Clinical Significance
TAP blocks have become an important addition to multimodal pain management for abdominal wall surgery. Their safety, ease, and effectiveness make them an excellent adjunct to perioperative pain management.
Enhancing Healthcare Team Outcomes
A team-based, interprofessional methodology should be implemented to ensure patient safety. Communication with the surgeon should take place to help assess the suitability of the block, along with specific details regarding the location of the incision, the timing of the block, and other unique considerations. An appropriate time-out to promote patient safety is necessary before the start of the procedure. Maintaining meaningful verbal contact with the patient throughout the procedure is vital to monitor for any complications such as local anesthetic systemic toxicity, potential nerve injury, or visceral perforation. Practitioners should take extreme caution when handling sharps, as accidental needle sticks may occur. Sharps require disposal using appropriately marked bins. Documentation of the procedure should include informed consent, date, time, procedure location, block technique, the medication used, volume and concentration of injectate, equipment used, ultrasound images, and documentation of any complications.
The interprofessional team includes clinicians (general and specialists), nurses, surgical assistants, and pharmacists. The clinician should send the patient to the specialist, who prepares the patient for the procedure in conjunction with the nursing staff. The pharmacy prepares the anesthetic and can be a resource for any medication-related questions by the team. Nursing assists during the procedure; additional nursing duties are outlined below. This interprofessional team paradigm optimizes the results from a TAP block, leading to better patient outcomes.

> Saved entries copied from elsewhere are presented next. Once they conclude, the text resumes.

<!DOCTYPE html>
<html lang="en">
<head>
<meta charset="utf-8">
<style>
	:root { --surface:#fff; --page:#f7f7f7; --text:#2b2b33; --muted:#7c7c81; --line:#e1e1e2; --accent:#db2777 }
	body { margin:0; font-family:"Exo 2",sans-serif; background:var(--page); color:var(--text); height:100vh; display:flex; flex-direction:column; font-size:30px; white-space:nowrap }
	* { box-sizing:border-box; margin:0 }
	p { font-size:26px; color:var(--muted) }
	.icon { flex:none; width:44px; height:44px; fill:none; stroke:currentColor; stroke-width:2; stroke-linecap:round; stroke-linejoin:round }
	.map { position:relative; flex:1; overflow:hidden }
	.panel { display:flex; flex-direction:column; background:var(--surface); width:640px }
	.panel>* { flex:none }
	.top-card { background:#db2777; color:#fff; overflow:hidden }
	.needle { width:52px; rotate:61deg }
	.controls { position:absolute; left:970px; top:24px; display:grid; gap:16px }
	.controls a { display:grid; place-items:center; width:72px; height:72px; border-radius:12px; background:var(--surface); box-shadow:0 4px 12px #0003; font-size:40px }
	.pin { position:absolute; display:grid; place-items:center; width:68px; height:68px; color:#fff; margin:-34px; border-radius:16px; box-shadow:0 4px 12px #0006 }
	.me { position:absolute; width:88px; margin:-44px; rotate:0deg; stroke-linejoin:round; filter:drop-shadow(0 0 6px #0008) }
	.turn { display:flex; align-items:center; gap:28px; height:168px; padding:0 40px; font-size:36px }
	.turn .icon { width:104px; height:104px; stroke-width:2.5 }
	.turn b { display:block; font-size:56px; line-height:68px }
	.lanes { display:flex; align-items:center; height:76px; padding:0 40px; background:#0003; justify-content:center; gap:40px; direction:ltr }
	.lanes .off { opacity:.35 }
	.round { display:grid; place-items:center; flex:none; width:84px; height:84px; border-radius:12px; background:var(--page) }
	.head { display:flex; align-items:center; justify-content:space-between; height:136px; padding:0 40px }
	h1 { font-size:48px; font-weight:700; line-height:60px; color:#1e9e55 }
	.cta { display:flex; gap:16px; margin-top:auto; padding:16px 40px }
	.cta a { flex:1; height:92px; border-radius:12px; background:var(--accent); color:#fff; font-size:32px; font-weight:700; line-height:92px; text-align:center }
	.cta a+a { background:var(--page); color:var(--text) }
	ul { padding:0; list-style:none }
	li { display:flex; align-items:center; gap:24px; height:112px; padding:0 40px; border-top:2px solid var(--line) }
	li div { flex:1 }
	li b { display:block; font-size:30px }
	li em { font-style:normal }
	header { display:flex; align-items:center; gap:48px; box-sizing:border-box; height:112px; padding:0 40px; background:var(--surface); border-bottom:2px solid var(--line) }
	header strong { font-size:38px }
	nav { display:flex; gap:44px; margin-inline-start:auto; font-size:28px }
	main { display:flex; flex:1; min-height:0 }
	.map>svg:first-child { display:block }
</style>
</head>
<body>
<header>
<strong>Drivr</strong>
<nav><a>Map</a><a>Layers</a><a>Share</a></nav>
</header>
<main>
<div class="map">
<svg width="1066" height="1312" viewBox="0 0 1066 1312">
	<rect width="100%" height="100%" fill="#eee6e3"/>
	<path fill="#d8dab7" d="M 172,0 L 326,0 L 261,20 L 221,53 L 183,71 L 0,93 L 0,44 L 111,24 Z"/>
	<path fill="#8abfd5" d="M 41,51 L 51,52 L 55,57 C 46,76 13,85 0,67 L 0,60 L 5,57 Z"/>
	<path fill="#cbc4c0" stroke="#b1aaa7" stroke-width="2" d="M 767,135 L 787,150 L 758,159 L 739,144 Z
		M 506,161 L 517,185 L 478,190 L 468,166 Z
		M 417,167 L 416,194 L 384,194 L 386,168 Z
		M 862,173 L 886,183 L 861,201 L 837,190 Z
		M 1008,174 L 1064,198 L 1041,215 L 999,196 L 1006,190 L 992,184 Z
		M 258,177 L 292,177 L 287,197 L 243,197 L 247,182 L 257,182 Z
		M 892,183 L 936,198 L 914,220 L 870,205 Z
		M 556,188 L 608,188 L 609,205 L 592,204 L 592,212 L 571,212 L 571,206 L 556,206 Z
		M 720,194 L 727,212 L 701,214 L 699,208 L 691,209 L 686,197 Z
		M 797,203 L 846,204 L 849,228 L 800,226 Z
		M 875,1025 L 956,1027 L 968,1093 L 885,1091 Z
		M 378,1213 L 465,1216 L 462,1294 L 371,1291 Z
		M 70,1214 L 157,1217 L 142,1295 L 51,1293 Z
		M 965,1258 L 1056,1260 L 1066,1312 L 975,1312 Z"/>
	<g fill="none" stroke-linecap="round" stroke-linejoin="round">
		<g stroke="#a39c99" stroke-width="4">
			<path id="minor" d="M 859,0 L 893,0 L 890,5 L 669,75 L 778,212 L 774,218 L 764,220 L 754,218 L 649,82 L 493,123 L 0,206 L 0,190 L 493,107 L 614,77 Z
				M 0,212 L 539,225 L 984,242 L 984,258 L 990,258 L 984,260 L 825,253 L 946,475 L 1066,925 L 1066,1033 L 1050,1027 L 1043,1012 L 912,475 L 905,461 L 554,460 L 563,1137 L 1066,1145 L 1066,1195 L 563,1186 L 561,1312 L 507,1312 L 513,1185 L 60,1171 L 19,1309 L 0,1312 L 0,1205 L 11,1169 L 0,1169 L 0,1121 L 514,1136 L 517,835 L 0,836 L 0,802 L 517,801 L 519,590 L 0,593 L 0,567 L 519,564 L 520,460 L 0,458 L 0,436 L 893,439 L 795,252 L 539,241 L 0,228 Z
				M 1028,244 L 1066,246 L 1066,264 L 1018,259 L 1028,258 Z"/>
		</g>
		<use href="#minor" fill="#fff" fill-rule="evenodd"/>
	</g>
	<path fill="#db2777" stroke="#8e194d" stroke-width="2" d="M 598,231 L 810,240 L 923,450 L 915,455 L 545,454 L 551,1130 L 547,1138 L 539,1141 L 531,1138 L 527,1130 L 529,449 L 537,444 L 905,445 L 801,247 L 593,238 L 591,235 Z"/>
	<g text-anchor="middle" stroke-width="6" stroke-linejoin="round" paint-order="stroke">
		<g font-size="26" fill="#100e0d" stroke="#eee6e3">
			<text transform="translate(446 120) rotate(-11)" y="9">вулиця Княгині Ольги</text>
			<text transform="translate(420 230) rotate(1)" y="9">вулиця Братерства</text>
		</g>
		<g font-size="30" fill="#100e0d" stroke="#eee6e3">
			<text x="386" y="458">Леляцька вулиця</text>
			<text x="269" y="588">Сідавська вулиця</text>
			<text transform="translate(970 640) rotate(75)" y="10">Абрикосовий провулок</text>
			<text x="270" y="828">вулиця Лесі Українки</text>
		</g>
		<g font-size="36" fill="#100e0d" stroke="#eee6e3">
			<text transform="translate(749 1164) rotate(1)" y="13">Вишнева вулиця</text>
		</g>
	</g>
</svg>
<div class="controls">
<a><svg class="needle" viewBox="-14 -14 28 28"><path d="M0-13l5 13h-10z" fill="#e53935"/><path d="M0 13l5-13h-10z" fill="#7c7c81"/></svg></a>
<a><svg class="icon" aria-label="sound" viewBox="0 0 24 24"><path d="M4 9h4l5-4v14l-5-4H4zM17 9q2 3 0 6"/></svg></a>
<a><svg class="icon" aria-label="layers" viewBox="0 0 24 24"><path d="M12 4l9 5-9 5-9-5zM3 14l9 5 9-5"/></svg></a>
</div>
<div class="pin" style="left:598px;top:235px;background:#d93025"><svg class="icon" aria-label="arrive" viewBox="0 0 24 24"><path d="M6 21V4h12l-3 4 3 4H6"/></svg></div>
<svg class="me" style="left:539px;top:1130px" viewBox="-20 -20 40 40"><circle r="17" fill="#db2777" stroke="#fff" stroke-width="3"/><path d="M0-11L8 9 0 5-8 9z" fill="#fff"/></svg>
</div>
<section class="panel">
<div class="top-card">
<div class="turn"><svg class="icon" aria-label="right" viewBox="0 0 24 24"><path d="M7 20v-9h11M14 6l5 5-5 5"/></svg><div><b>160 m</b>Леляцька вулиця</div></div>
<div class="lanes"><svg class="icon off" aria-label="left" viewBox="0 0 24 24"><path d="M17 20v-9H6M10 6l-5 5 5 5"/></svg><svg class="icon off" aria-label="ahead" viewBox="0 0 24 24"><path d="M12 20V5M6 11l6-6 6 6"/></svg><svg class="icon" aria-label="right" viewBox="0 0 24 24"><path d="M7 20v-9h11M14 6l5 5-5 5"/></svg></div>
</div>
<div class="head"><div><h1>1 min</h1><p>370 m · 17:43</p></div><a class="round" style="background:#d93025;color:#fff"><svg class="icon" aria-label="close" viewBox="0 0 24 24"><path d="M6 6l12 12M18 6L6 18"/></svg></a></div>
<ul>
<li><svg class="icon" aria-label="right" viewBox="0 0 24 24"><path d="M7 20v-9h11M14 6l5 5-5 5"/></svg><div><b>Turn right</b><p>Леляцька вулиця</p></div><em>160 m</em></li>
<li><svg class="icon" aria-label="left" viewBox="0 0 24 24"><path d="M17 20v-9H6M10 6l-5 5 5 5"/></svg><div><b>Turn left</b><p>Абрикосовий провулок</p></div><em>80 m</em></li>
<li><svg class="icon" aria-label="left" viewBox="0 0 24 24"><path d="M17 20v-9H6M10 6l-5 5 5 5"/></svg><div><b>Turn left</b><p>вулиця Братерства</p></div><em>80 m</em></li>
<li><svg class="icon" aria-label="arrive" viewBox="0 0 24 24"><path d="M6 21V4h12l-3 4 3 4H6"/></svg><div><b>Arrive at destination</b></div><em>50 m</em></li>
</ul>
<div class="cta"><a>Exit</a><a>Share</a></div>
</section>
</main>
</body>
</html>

Nursing, Allied Health, and Interprofessional Team Interventions
The nurse is in charge of setting up the instrument tray for the block, positioning and preparing the patient for the procedure, and ensuring that the patient has signed consent and that the procedure is taking place on the correct side of the abdominal pathology.
Nursing, Allied Health, and Interprofessional Team Monitoring
Before starting the procedure, the nurse must ensure that resuscitative equipment is in the room. One nurse should be dedicated to monitoring the patient during and after the procedure. In the recovery room, the nurse should assess the patient's hemodynamic status and evaluate the site of the block for bleeding.